How to complete this task:
Find the word "Tower" in the listing. Copy out each line where it occurs.

### Data for this task

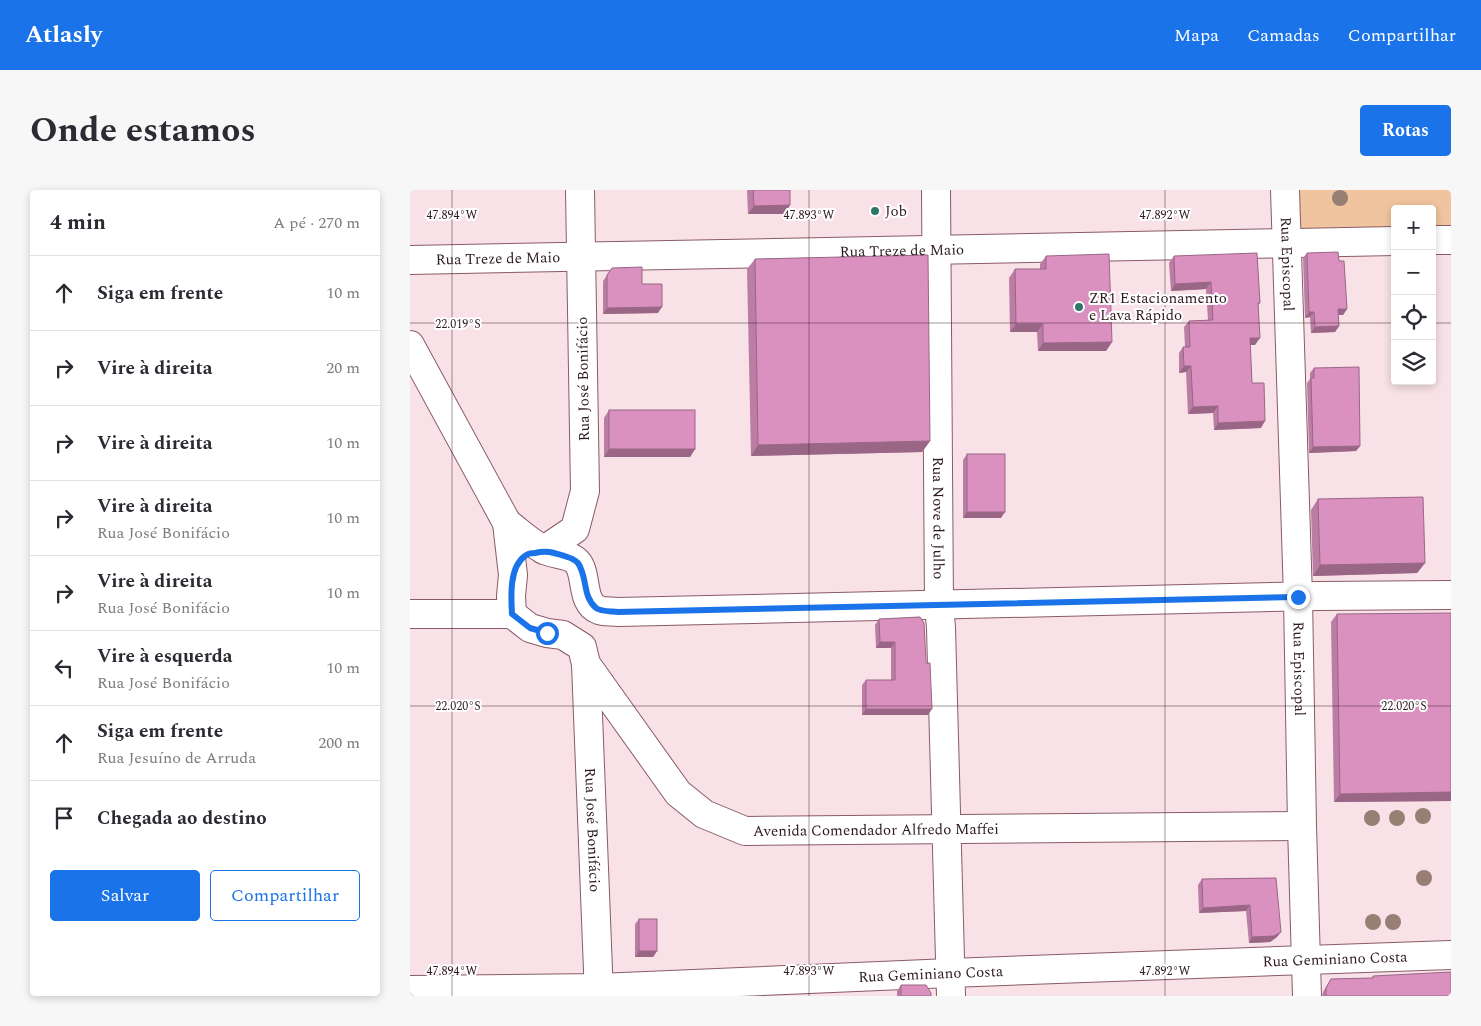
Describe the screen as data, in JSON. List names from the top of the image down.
{
  "streets": {
    "main road": [
      "Rua Treze de Maio",
      "Rua Episcopal",
      "Rua José Bonifácio",
      "Rua Nove de Julho",
      "Avenida Comendador Alfredo Maffei",
      "Rua Geminiano Costa"
    ]
  },
  "crossings": [
    ["Rua Treze de Maio", "Rua Episcopal"],
    ["Rua Treze de Maio", "Rua José Bonifácio"],
    ["Rua Treze de Maio", "Rua Nove de Julho"],
    ["Rua Episcopal", "Avenida Comendador Alfredo Maffei"],
    ["Rua Episcopal", "Rua Geminiano Costa"],
    ["Rua José Bonifácio", "Avenida Comendador Alfredo Maffei"],
    ["Rua José Bonifácio", "Rua Geminiano Costa"],
    ["Rua Nove de Julho", "Avenida Comendador Alfredo Maffei"],
    ["Rua Nove de Julho", "Rua Geminiano Costa"]
  ],
  "places": ["Job", "ZR1 Estacionamento e Lava Rápido"],
  "page": {
    "header": "Atlasly",
    "nav": ["Mapa", "Camadas", "Compartilhar"],
    "title": "Onde estamos",
    "buttons": [
      "Rotas",
      ["Salvar", "Compartilhar"]
    ],
    "heading": ["4 min", "A pé · 270 m"],
    "map_buttons": ["+", "−"],
    "list": [
      ["Siga em frente", "10 m"],
      ["Vire à direita", "20 m"],
      ["Vire à direita", "10 m"],
      ["Vire à direita", "Rua José Bonifácio", "10 m"],
      ["Vire à direita", "Rua José Bonifácio", "10 m"],
      ["Vire à esquerda", "Rua José Bonifácio", "10 m"],
      ["Siga em frente", "Rua Jesuíno de Arruda", "200 m"],
      "Chegada ao destino"
    ]
  },
  "coordinates": [
    "47.894°W",
    "47.893°W",
    "47.892°W",
    "22.019°S",
    "22.020°S"
  ]
}
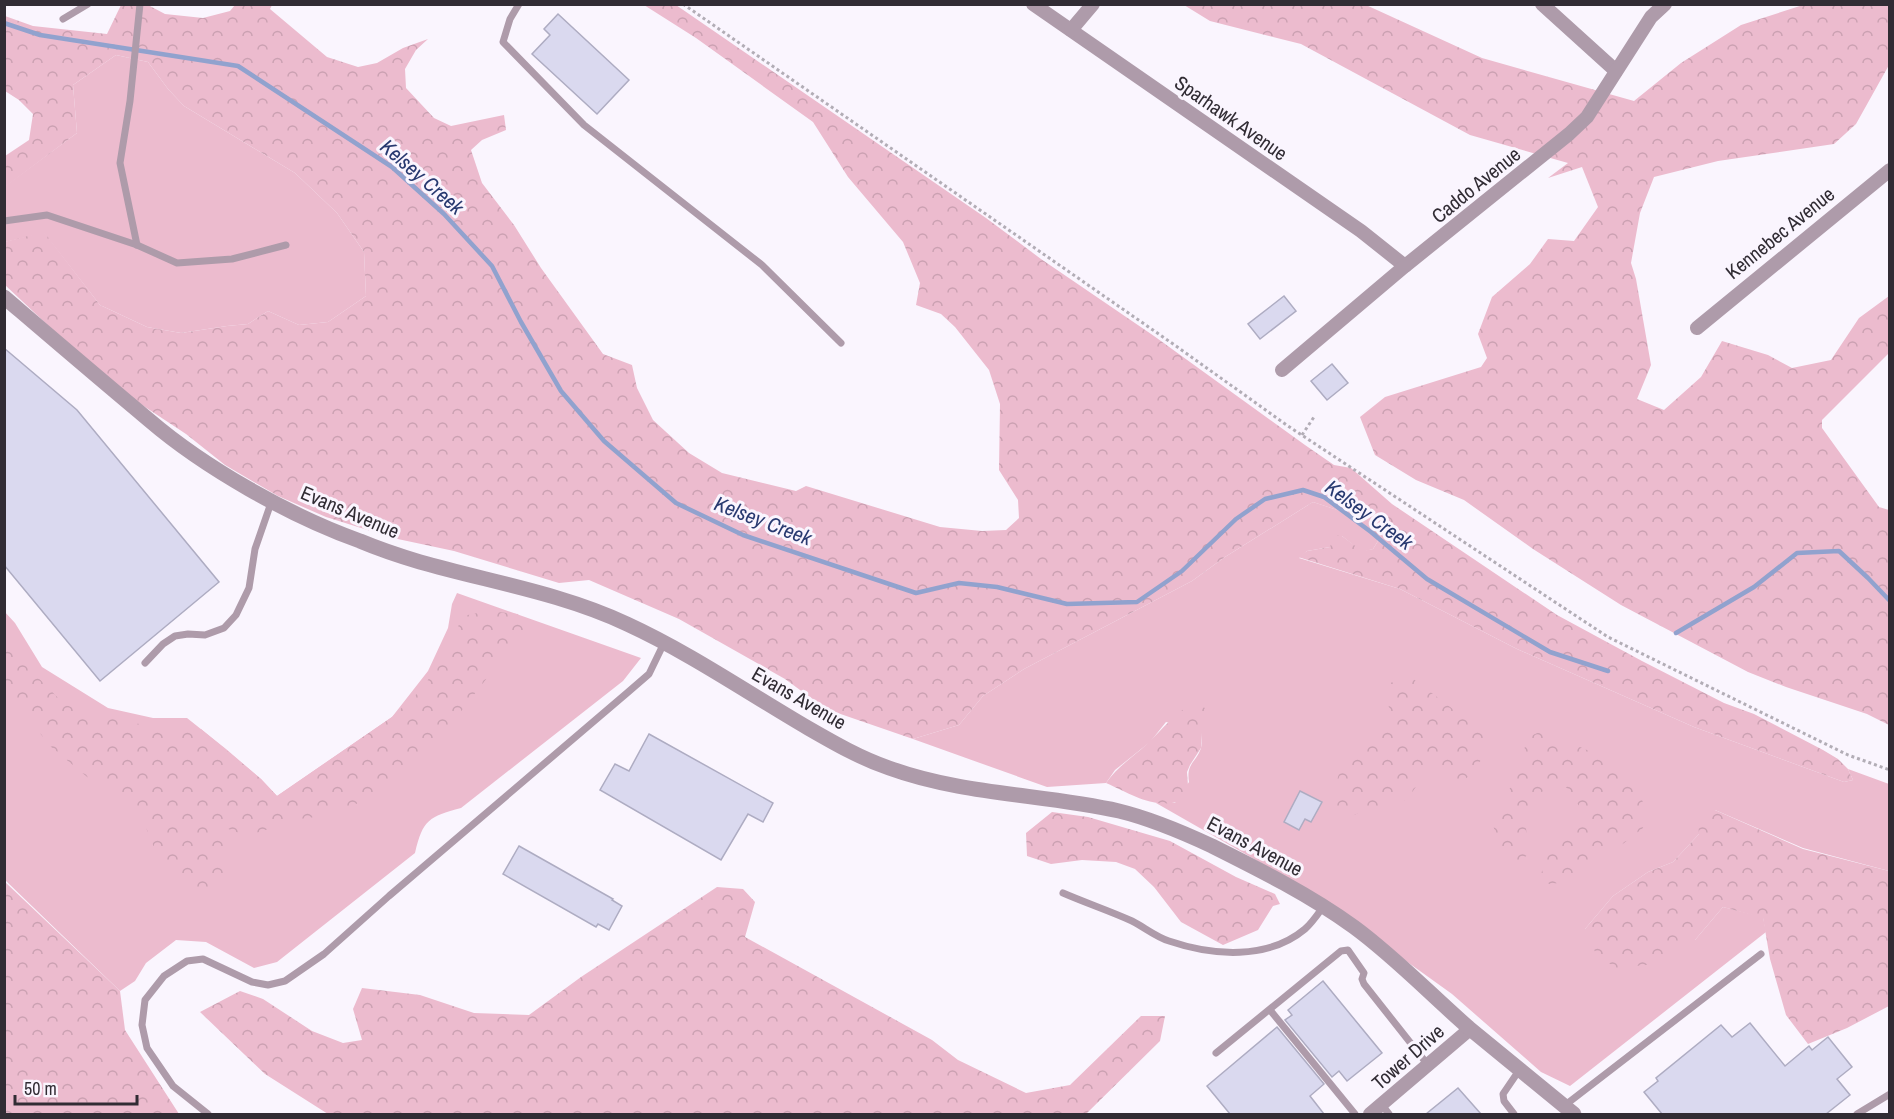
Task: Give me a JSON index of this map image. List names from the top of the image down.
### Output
{
  "streets": {
    "street": [
      "Sparhawk Avenue",
      "Caddo Avenue",
      "Kennebec Avenue",
      "Evans Avenue",
      "Tower Drive"
    ]
  },
  "crossings": [
    ["Sparhawk Avenue", "Caddo Avenue"],
    ["Evans Avenue", "Tower Drive"]
  ],
  "water": ["Kelsey Creek"],
  "scale_bar": "50 m"
}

######

Response to this exercise:
      "Tower Drive"
    ["Evans Avenue", "Tower Drive"]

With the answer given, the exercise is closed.